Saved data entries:

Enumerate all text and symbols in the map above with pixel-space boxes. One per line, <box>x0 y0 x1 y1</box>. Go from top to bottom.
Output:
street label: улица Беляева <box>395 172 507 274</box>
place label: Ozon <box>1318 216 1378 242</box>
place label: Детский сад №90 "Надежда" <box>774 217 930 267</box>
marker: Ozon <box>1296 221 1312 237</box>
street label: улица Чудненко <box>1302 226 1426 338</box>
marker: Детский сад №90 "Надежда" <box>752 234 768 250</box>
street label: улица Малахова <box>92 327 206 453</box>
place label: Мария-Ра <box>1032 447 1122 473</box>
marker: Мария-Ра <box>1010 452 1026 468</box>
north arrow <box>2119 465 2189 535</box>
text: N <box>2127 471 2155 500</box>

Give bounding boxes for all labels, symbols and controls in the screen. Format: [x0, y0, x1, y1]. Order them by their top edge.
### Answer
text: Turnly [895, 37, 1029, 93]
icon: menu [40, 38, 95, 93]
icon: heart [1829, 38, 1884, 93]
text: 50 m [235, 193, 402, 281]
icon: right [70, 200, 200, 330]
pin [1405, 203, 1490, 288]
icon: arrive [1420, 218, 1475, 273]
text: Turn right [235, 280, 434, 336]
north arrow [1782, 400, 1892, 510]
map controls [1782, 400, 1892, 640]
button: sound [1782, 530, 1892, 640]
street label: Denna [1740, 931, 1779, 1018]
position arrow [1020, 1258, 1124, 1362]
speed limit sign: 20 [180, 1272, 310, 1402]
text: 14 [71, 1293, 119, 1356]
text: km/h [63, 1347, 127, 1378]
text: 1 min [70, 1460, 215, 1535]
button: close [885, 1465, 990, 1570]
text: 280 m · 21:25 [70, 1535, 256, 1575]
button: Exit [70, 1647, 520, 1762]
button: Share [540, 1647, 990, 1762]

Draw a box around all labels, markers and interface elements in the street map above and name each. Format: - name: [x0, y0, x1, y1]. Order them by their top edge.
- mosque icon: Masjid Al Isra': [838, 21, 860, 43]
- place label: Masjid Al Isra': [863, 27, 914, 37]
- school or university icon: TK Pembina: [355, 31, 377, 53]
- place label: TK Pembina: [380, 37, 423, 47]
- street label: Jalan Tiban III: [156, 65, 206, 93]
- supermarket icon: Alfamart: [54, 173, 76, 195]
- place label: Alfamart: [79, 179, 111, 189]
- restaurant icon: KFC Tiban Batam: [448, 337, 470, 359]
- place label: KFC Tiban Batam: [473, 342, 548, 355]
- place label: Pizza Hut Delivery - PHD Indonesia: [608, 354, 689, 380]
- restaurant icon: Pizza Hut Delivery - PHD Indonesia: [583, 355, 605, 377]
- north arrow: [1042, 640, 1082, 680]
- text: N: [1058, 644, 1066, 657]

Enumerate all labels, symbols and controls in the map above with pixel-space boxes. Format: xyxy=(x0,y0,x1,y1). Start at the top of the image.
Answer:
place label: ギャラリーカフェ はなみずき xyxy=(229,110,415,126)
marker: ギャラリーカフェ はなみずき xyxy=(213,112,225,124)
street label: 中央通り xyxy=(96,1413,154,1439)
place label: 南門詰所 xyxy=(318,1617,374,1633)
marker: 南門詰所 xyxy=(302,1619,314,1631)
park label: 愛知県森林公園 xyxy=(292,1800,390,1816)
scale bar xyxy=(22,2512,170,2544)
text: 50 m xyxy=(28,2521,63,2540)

Action item:
Transcribe the entries above exactly.

Task response:
Enumerate all text and symbols in the map above with pixel-space boxes. One per line, <box>x0 y0 x1 y1</box>. Go from top to bottom.
Output:
street label: улица Беляева <box>395 172 507 274</box>
place label: Ozon <box>1318 216 1378 242</box>
place label: Детский сад №90 "Надежда" <box>774 217 930 267</box>
marker: Ozon <box>1296 221 1312 237</box>
street label: улица Чудненко <box>1302 226 1426 338</box>
marker: Детский сад №90 "Надежда" <box>752 234 768 250</box>
street label: улица Малахова <box>92 327 206 453</box>
place label: Мария-Ра <box>1032 447 1122 473</box>
marker: Мария-Ра <box>1010 452 1026 468</box>
north arrow <box>2119 465 2189 535</box>
text: N <box>2127 471 2155 500</box>

Give bounding boxes for all labels, symbols and controls in the screen. Format: [x0, y0, x1, y1]. Order them by their top edge.
### Answer
text: Turnly [895, 37, 1029, 93]
icon: menu [40, 38, 95, 93]
icon: heart [1829, 38, 1884, 93]
text: 50 m [235, 193, 402, 281]
icon: right [70, 200, 200, 330]
pin [1405, 203, 1490, 288]
icon: arrive [1420, 218, 1475, 273]
text: Turn right [235, 280, 434, 336]
north arrow [1782, 400, 1892, 510]
map controls [1782, 400, 1892, 640]
button: sound [1782, 530, 1892, 640]
street label: Denna [1740, 931, 1779, 1018]
position arrow [1020, 1258, 1124, 1362]
speed limit sign: 20 [180, 1272, 310, 1402]
text: 14 [71, 1293, 119, 1356]
text: km/h [63, 1347, 127, 1378]
text: 1 min [70, 1460, 215, 1535]
button: close [885, 1465, 990, 1570]
text: 280 m · 21:25 [70, 1535, 256, 1575]
button: Exit [70, 1647, 520, 1762]
button: Share [540, 1647, 990, 1762]

Draw a box around all labels, markers and interface elements in the street map above and name each. Format: - name: [x0, y0, x1, y1]. Order them by their top edge.
- mosque icon: Masjid Al Isra': [838, 21, 860, 43]
- place label: Masjid Al Isra': [863, 27, 914, 37]
- school or university icon: TK Pembina: [355, 31, 377, 53]
- place label: TK Pembina: [380, 37, 423, 47]
- street label: Jalan Tiban III: [156, 65, 206, 93]
- supermarket icon: Alfamart: [54, 173, 76, 195]
- place label: Alfamart: [79, 179, 111, 189]
- restaurant icon: KFC Tiban Batam: [448, 337, 470, 359]
- place label: KFC Tiban Batam: [473, 342, 548, 355]
- place label: Pizza Hut Delivery - PHD Indonesia: [608, 354, 689, 380]
- restaurant icon: Pizza Hut Delivery - PHD Indonesia: [583, 355, 605, 377]
- north arrow: [1042, 640, 1082, 680]
- text: N: [1058, 644, 1066, 657]

Enumerate all labels, symbols and controls in the map above with pixel-space boxes. Format: xyxy=(x0,y0,x1,y1). Start at the top of the image.
Answer:
place label: ギャラリーカフェ はなみずき xyxy=(229,110,415,126)
marker: ギャラリーカフェ はなみずき xyxy=(213,112,225,124)
street label: 中央通り xyxy=(96,1413,154,1439)
place label: 南門詰所 xyxy=(318,1617,374,1633)
marker: 南門詰所 xyxy=(302,1619,314,1631)
park label: 愛知県森林公園 xyxy=(292,1800,390,1816)
scale bar xyxy=(22,2512,170,2544)
text: 50 m xyxy=(28,2521,63,2540)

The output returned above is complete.